A tutorial on exploratory factor analysis with SPSS
For this posting, I will be walking you through an example of exploratory factor analysis (EFA) using SPSS. A major focus in this discussion are the steps one typically considers when performing EFA and how to make decisions at various stages in the process.
We will be factor analyzing items from the Epistemic Belief Inventory (EBI; Schraw et al., 2002) based on data collected from Chilean high school students in this study. Download a copy of the SPSS file containing the data here. The items for our analyses all have the root name 'ce' (see screenshot below). Although the original authors of the study analyzed all 28 items, to keep our output simpler, we will only perform the analysis on the 17 items contained in Table 2.
These items correspond to the following variables in the SPSS data file: ce1, ce2, ce3, ce4, ce5, ce8, ce9, ce11, ce14, ce15, ce17, ce20, ce22, ce24-ce27.
Video walkthrough of the analyses provided below:
The analyses
Step 1: Assess factorability of correlation matrix
[For this step, we will assume you have already examined the distributions of your variables and considered factors that may have impacted the quality of the correlations being submitted to factor analysis.]
The first question you need to ask yourself during EFA is whether you have the kind of data that would support factor analytic investigation and yield reliable results. Some issues can produce a factor solution that is not particularly trustworthy or reliable (Cerny & Kaiser, 1977; Dziuban & Shirkey, 1974), whereas others can result in algorithmic problems that may prevent a solution from even being generated (Watkins, 2018). The way to address this question is to evaluate the correlation matrix based on the set of measured variables being submitted to factor analysis. [In the current example, the measured variables are the items from the EBI. Hereafter, I will be referring to "items" throughout the discussion.] Answering the question of whether it is appropriate to conduct factor analysis in the first place can assist you in correcting problems before they emerge during analysis or (at the very least) serve as valuable information that can assist you in diagnosing problems that occur when running your EFA.

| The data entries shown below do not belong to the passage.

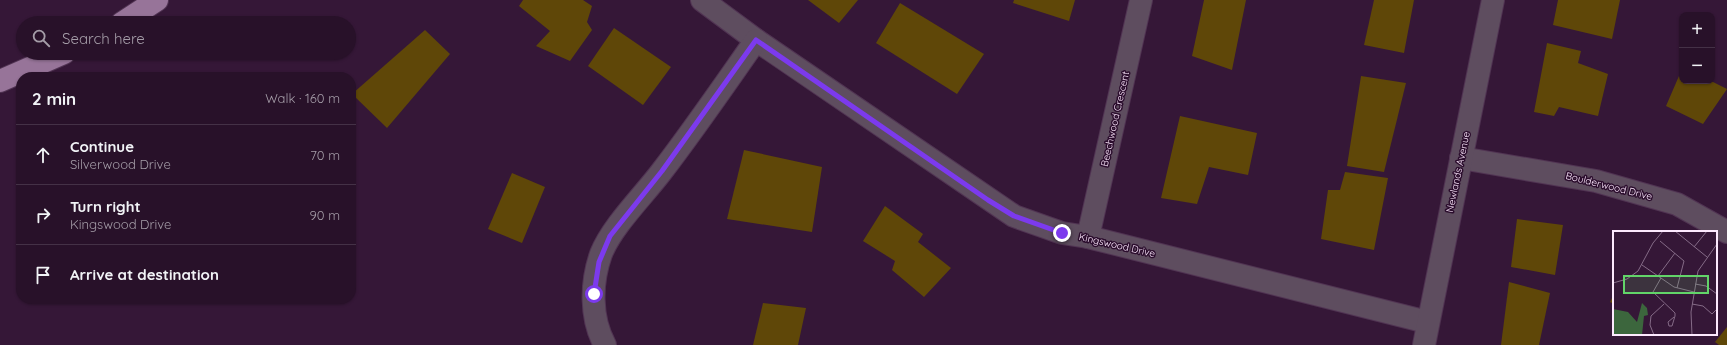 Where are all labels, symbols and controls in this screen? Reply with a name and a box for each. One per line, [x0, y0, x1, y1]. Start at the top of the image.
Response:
map controls [1679, 12, 1715, 84]
button: + [1679, 12, 1715, 48]
search box [16, 16, 356, 60]
icon: search [30, 27, 52, 49]
text: Search here [62, 29, 145, 48]
button: − [1679, 48, 1715, 84]
street label: Beechwood Crescent [1098, 69, 1132, 168]
text: 2 min [32, 88, 76, 109]
text: Walk · 160 m [265, 90, 340, 106]
street label: Newlands Avenue [1443, 130, 1473, 214]
text: Continue [70, 137, 134, 156]
icon: ahead [32, 144, 54, 166]
text: 70 m [310, 147, 340, 163]
text: Silverwood Drive [70, 156, 171, 172]
street label: Boulderwood Drive [1564, 169, 1654, 203]
text: Turn right [70, 197, 141, 216]
icon: right [32, 204, 54, 226]
text: 90 m [310, 207, 340, 223]
text: Kingswood Drive [70, 216, 171, 232]
route end [1053, 224, 1071, 242]
street label: Kingswood Drive [1078, 230, 1157, 260]
inset map [1613, 231, 1717, 335]
icon: arrive [32, 264, 54, 286]
text: Arrive at destination [70, 265, 219, 284]
route start [585, 285, 603, 303]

Generating output in SPSS for assessing factorability
A common preliminary step is to examine the correlation matrix based on your items for the presence of correlations that exceed .30 (in absolute value; Watkins, 2022). During factor analysis, the idea is to extract latent variables (factors) to account for (or explain) the correlational structure among a set of measured variables. If the items in your correlation matrix are generally trivial (i.e., very small) or near zero, this logically precludes investigation of common factors since there is little common variation among the variables that will be shared. Additionally, when screening your correlation matrix, you should also look for very high correlations (e.g., r's > .90) among items that might suggest the presence of linear (or near-linear) dependencies among your variables. The presence of multicollinearity among your variables can produce unstable results, whereas singularity in your correlation matrix will generally result in the termination of the analysis (with a message indicating your matrix is nonpositive definite). In the presence of singularity, certain matrix operations cannot be performed (Watkins, 2021). [Note: A common reason why singularity occurs is when an analyst attempts to factor analyze correlations involving a set of items along with a full scale score that is based on the sum or average of those items.]
The matrix is symmetric with 1's on the principal diagonal. If you wish to count the number of unique correlations greater than .30 (in absolute value), simply count the number in either the lower OR upper triangle. Counting the number of correlations in the lower triangle of this matrix, there look to be about 10 correlations [out of the p(p-1)/2 = 17(16)/2 = 176 unique correlations; remember, the matrix is symmetric about the principal diagonal containing 1’s] that exceed .30. None of the correlations exceed .90, which indicates to me low likelihood of any linear dependencies.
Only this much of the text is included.